WORK TO COMPLETE
Every line below must be copied as written, except for pictures.

-------- RECORD EXCERPTS --------

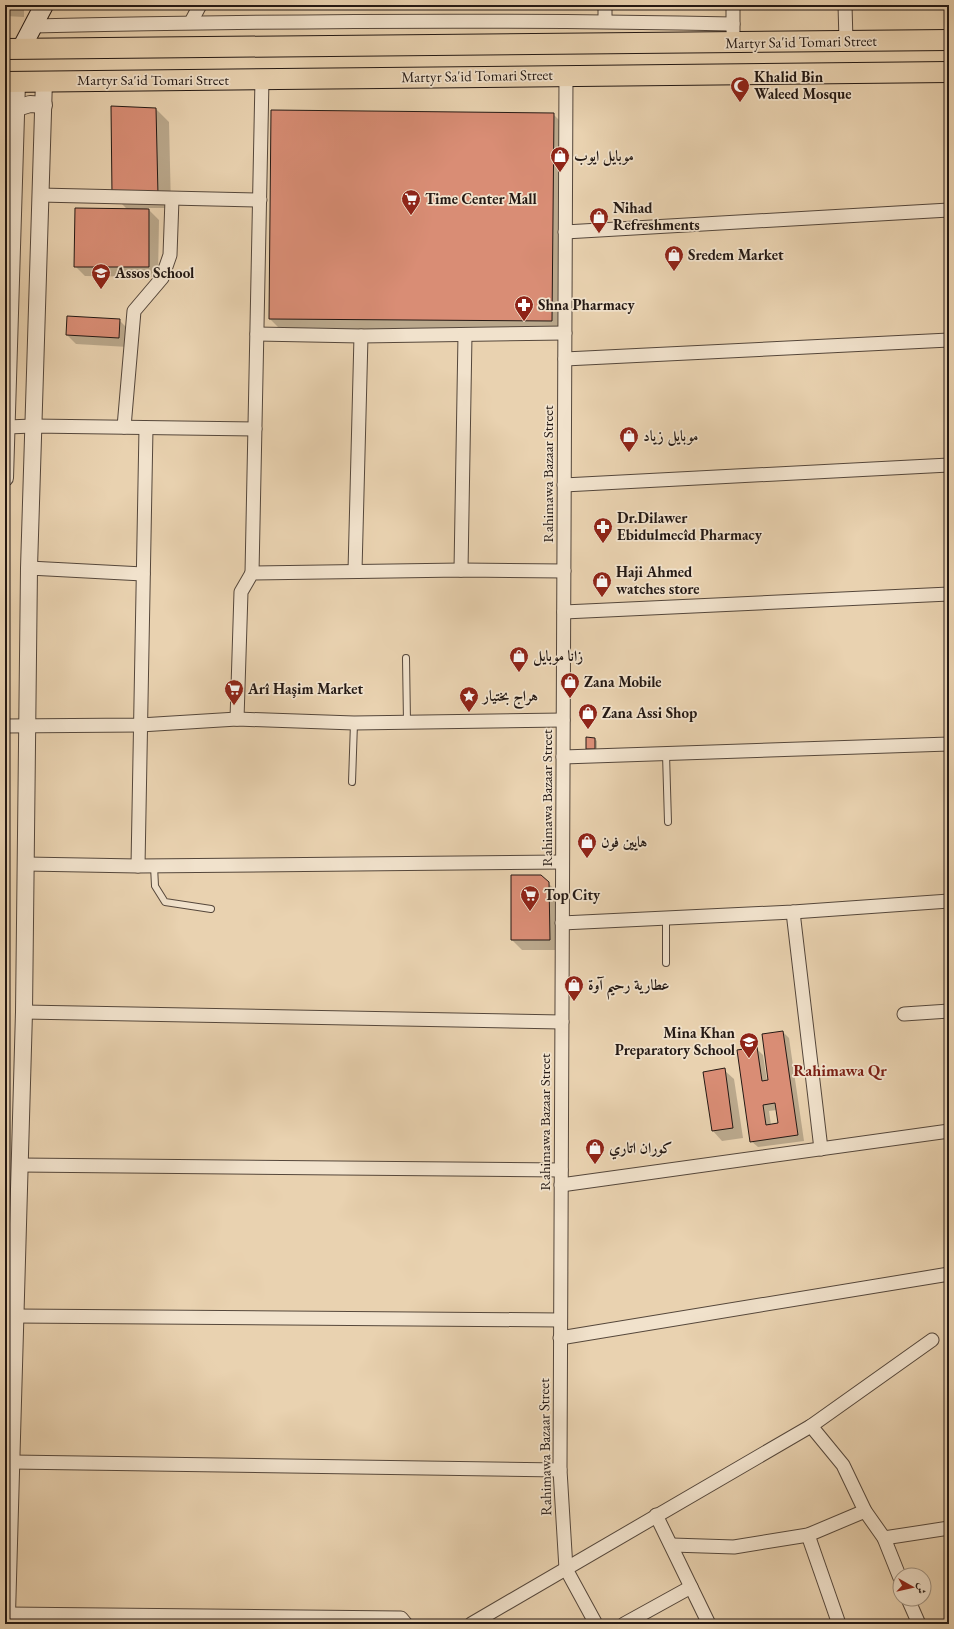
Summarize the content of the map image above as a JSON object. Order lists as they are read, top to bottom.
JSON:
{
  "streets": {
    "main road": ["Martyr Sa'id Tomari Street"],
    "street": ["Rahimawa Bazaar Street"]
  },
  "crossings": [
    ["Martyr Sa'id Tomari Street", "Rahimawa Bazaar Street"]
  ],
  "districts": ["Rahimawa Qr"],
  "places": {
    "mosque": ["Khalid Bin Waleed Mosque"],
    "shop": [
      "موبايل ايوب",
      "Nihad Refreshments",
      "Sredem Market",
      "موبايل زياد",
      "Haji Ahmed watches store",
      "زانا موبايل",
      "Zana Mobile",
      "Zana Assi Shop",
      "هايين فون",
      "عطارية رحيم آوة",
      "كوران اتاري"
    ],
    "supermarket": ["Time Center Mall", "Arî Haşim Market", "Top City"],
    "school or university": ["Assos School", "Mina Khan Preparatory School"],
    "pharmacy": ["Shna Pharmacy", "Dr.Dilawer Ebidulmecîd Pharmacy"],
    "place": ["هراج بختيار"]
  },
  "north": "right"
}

--------

OUTPUT OF THE EXERCISE
Summarize the content of the map image above as a JSON object. Order lists as they are read, top to bottom.
JSON:
{
  "streets": {
    "main road": ["Martyr Sa'id Tomari Street"],
    "street": ["Rahimawa Bazaar Street"]
  },
  "crossings": [
    ["Martyr Sa'id Tomari Street", "Rahimawa Bazaar Street"]
  ],
  "districts": ["Rahimawa Qr"],
  "places": {
    "mosque": ["Khalid Bin Waleed Mosque"],
    "shop": [
      "موبايل ايوب",
      "Nihad Refreshments",
      "Sredem Market",
      "موبايل زياد",
      "Haji Ahmed watches store",
      "زانا موبايل",
      "Zana Mobile",
      "Zana Assi Shop",
      "هايين فون",
      "عطارية رحيم آوة",
      "كوران اتاري"
    ],
    "supermarket": ["Time Center Mall", "Arî Haşim Market", "Top City"],
    "school or university": ["Assos School", "Mina Khan Preparatory School"],
    "pharmacy": ["Shna Pharmacy", "Dr.Dilawer Ebidulmecîd Pharmacy"],
    "place": ["هراج بختيار"]
  },
  "north": "right"
}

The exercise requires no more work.